According to Per Jonas Partapuoli, who is with the Saami Youth Association, traditional reindeer-grazing land has been taken by the state for resource development or sustainable energy projects, such as wind farms, with no consultation with the Saami.
According to Partapuoli, the changes have had massive effects on their way of life, and one in three reindeer herders between the ages of 18 and 29 have considered suicide. There is little mental health support specific to the Saami, and reindeer herders often eschew seeking help as they feel it weakens their image.
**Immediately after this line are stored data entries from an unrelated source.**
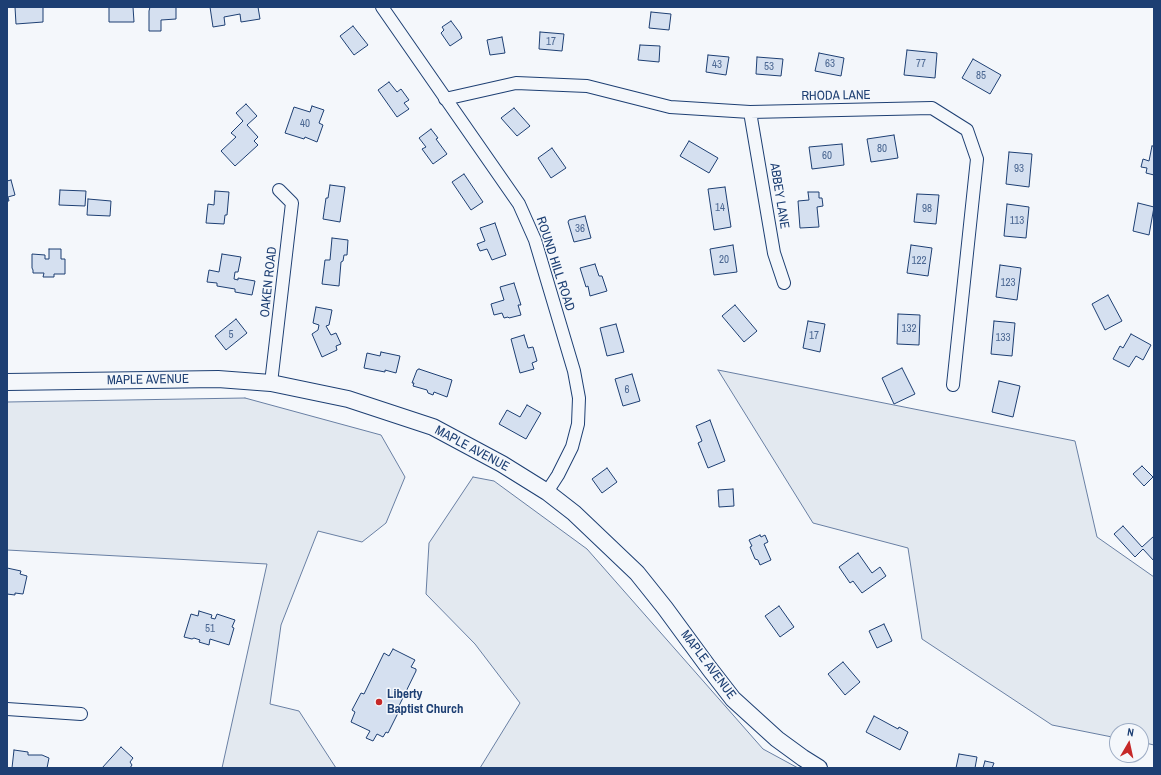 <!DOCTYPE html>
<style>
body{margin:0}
#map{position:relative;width:1161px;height:775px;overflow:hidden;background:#f4f7fb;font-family:"Archivo Narrow",sans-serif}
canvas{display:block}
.frame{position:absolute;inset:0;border:8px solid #1d3f73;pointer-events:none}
.north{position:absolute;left:1109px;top:723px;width:40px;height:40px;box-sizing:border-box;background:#f4f7fb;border:1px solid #9eadc5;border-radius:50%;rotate:9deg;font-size:11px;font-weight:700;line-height:16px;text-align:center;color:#1d3f73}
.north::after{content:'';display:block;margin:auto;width:14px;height:18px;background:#c62828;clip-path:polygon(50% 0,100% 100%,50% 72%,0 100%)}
</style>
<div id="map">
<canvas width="1161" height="775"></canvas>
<div class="frame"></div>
<div class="north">N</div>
</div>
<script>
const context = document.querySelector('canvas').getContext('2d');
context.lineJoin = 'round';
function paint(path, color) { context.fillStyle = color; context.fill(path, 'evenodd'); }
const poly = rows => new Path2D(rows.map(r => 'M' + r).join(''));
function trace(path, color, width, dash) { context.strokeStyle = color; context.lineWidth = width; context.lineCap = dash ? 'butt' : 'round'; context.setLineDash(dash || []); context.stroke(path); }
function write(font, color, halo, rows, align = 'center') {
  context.font = font + ' "Archivo Narrow",sans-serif'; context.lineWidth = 3; context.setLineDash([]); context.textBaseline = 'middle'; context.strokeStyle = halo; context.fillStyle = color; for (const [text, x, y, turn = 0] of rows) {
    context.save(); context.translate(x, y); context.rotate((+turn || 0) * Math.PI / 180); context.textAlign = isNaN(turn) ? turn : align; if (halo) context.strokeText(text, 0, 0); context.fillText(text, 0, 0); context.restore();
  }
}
const green = poly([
 [718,370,1075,441,1097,537,1154,577,1154,745,1141,742,1141,731,1117,731,1117,738,1052,725,922,639,908,548,813,523,718,370],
 [245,398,381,435,405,477,386,523,362,542,318,531,281,625,270,704,299,711,336,768,222,768,267,564,7,550,7,402,245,398],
 [473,477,494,481,587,549,763,749,798,768,480,768,520,703,475,644,426,594,429,543,473,477]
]);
paint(green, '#e3e9f0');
trace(green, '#687fa3', 1);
const building = poly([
 [15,7,43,7,43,22,16,24,15,7],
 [109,7,133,7,134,22,109,22,109,7],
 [150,7,176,7,176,19,161,20,161,31,149,31,149,11,150,7],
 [210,7,258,7,260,19,241,22,240,14,224,17,225,25,213,27,210,7],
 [651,12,671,14,669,30,649,28,651,12],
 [451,21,460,33,462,38,450,46,441,33,444,30,442,27,451,21],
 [353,26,368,45,354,55,340,36,353,26],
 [540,32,564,34,562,51,539,49,540,32],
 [502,37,505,53,490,55,487,40,502,37],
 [640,45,660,46,659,62,638,60,640,45],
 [907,50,937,53,935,78,904,75,907,50],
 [819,53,844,58,841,76,815,71,819,53],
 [708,55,729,57,726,75,706,72,708,55],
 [757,57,783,59,781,76,756,74,757,57],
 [973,59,1001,75,990,94,962,78,973,59],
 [389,82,397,92,401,89,409,100,404,103,409,109,397,117,378,90,389,82],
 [246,104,257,116,247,125,258,137,254,141,258,145,235,166,221,151,236,137,231,133,243,121,236,113,246,104],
 [312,106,324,110,319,123,323,125,317,142,305,137,304,139,285,133,294,107,310,112,312,106],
 [514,108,530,126,517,136,501,118,514,108],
 [431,129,438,138,436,139,447,154,433,164,422,149,426,147,419,138,431,129],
 [894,135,898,158,871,162,867,139,894,135],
 [689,141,718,158,709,173,680,156,689,141],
 [842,144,844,165,812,169,809,147,842,144],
 [1152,146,1154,146,1154,175,1146,173,1147,168,1141,167,1143,159,1149,161,1152,146],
 [552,148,566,168,551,178,538,158,552,148],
 [1009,152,1032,154,1029,187,1006,184,1009,152],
 [464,174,483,202,471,210,452,182,464,174],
 [11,180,15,195,8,197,9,201,7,201,7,181,11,180],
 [330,185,345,187,340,222,323,219,326,198,328,198,330,185],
 [725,187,731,227,714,230,708,189,725,187],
 [60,190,86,191,85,206,59,205,60,190],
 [215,191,229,192,227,215,225,215,224,224,206,223,208,204,214,205,215,191],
 [808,192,819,192,819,198,822,198,823,206,817,207,819,227,800,228,798,201,809,200,808,192],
 [917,194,939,195,936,224,914,222,917,194],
 [88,199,111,201,110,216,87,215,88,199],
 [1138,203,1154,207,1149,235,1133,231,1138,203],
 [1007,204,1029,207,1026,238,1004,236,1007,204],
 [585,216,591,238,574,242,568,222,569,220,585,216],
 [495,223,506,255,492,260,487,249,480,251,477,244,485,241,480,228,495,223],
 [332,238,348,240,347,255,344,255,343,261,341,262,339,286,322,284,325,260,330,260,332,238],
 [733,245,737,272,714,275,710,249,733,245],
 [911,245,932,248,928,276,907,273,911,245],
 [49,249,61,249,61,259,65,259,65,274,54,274,54,277,43,277,44,273,33,273,33,270,32,268,32,254,45,255,45,259,49,259,49,249],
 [222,254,241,257,238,272,235,272,234,279,238,280,238,278,255,281,252,295,235,292,235,289,217,286,217,283,207,282,209,270,219,272,222,254],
 [595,264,599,276,602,276,607,291,590,296,588,286,586,287,580,268,595,264],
 [1000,265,1021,268,1017,300,996,297,1000,265],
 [514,283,521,305,518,305,521,315,509,318,508,317,504,318,502,313,494,315,491,304,504,300,500,287,514,283],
 [1108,295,1122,321,1105,330,1092,304,1108,295],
 [735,305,757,331,744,342,722,316,735,305],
 [316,307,332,310,329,325,326,326,331,335,336,333,341,344,336,346,337,350,322,357,312,334,318,330,319,325,313,323,316,307],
 [898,314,920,315,919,345,897,344,898,314],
 [236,319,247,333,226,350,215,336,236,319],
 [808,321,825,324,820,352,803,348,808,321],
 [994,321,1015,323,1012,356,991,354,994,321],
 [616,324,624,352,607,356,600,328,616,324],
 [1131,334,1151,345,1143,360,1136,356,1129,367,1113,359,1120,346,1123,348,1131,334],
 [524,335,528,348,533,347,537,361,532,363,534,369,520,373,511,339,524,335],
 [381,352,400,356,396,373,385,370,385,372,364,368,367,353,380,356,381,352],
 [902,368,915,394,894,404,882,378,902,368],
 [419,369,452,380,447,397,434,392,433,395,428,393,427,390,413,386,414,383,412,383,417,370,419,369],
 [632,374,640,401,623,406,615,379,632,374],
 [999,381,1020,386,1013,417,992,412,999,381],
 [527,405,541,413,526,439,499,424,507,410,520,417,527,405],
 [710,420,725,461,708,468,698,443,702,441,696,426,710,420],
 [1142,466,1153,477,1144,486,1133,474,1142,466],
 [607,468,617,482,602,493,592,479,607,468],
 [733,489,734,506,719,507,718,490,733,489],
 [1123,526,1142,547,1154,536,1154,561,1143,549,1135,557,1114,534,1123,526],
 [760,535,761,537,765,535,768,542,764,544,771,560,760,565,758,560,755,559,750,547,752,546,749,540,760,535],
 [858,553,872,573,880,567,886,576,862,593,853,581,850,583,839,567,858,553],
 [7,568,21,571,20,574,27,576,23,594,15,593,15,595,7,594,7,568],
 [779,606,794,627,780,637,765,616,779,606],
 [199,611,212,615,211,618,215,619,217,614,235,620,232,627,234,628,229,645,210,639,209,645,199,642,200,640,194,638,192,639,184,637,191,614,198,616,199,611],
 [884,624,892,641,877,648,869,631,884,624],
 [393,649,415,660,411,667,416,669,416,671,396,712,398,713,388,733,386,732,383,737,377,734,373,741,366,738,370,731,351,722,355,712,352,710,361,693,364,694,384,653,389,656,393,649],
 [843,662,860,682,845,695,828,674,843,662],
 [874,716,898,729,899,727,908,732,900,750,866,732,874,716],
 [121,747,133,758,130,762,132,765,130,768,102,768,121,747],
 [14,750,28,752,28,755,42,755,49,758,47,768,12,768,14,750],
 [959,754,977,757,975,768,956,768,959,754],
 [985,761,994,763,992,768,983,768,985,761]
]);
paint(building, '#d5e0f0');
trace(building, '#1d3f73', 1);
const street = poly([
 [382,7,519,204,535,240,574,371,579,398,578,424,572,447,558,475,547,492],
 [445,99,516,83,587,86,670,107,750,112,932,108,967,130,977,159,953,385],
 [750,112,774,253,784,283],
 [271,383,292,203,279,190],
 [7,709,81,714]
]);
const secondary = poly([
 [7,382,218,379,271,383,348,399,433,427,502,464,547,492,574,513,637,573,665,608,709,668,733,699,777,739,803,758,819,768]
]);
trace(street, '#1d3f73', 14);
trace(secondary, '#1d3f73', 18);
trace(street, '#f4f7fb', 12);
trace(secondary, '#f4f7fb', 16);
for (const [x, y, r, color] of [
 [379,702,4,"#c62828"]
]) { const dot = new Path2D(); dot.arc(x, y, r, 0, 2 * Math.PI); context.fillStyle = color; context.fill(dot); trace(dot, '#f4f7fb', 1.5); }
write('11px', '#4b6792', null, [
 ["17",551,42],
 ["63",830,64],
 ["77",921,64],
 ["43",717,65],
 ["53",769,67],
 ["85",981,76],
 ["40",305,124],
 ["80",882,149],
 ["60",827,156],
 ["93",1019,169],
 ["14",720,208],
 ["98",927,209],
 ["113",1017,221],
 ["36",580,229],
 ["20",724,260],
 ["122",919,261],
 ["123",1008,283],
 ["132",909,329],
 ["5",231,335],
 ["17",814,336],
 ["133",1003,338],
 ["6",627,390],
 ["51",210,629]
]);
write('13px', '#1d3f73', '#f4f7fb', [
 ["RHODA LANE",836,96,-1],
 ["ABBEY LANE",779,196,81],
 ["ROUND HILL ROAD",555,264,72],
 ["OAKEN ROAD",269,282,-84],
 ["MAPLE AVENUE",148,380,-1],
 ["MAPLE AVENUE",472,449,28],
 ["MAPLE AVENUE",708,665,53]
]);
write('bold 13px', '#1d3f73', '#f4f7fb', [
 ["Liberty",387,695],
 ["Baptist Church",387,710]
], 'left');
</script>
The Saami are an indigenous people who inhabit an Arctic region encompassing parts of Norway, Sweden, Finland, and Russia — the northernmost indigenous population in Europe.
Partapuoli said in his presentation that losing the traditional land is not just a financial loss, but an emotional one as well, as the Saami's livelihood and culture are tied to reindeer. He stressed the importance of indigenous self-determination to the well being of the Saami people, stating that being able to say no to a project wouldn't mean the Saami would reject all development in the region.
The three-day Circumpolar Mental Wellness Symposium continues in Iqaluit until Friday. Over 100 delegates from Arctic countries and indigenous groups, as well as youth and researchers, are attending the conference to discuss mental wellness issues specific to the North.
Nunavut MP and Arctic Council chair Leona Aglukkaq says she hopes to see tangible results emerge from the symposium, whether that be a clear direction for further research or deliverable goals.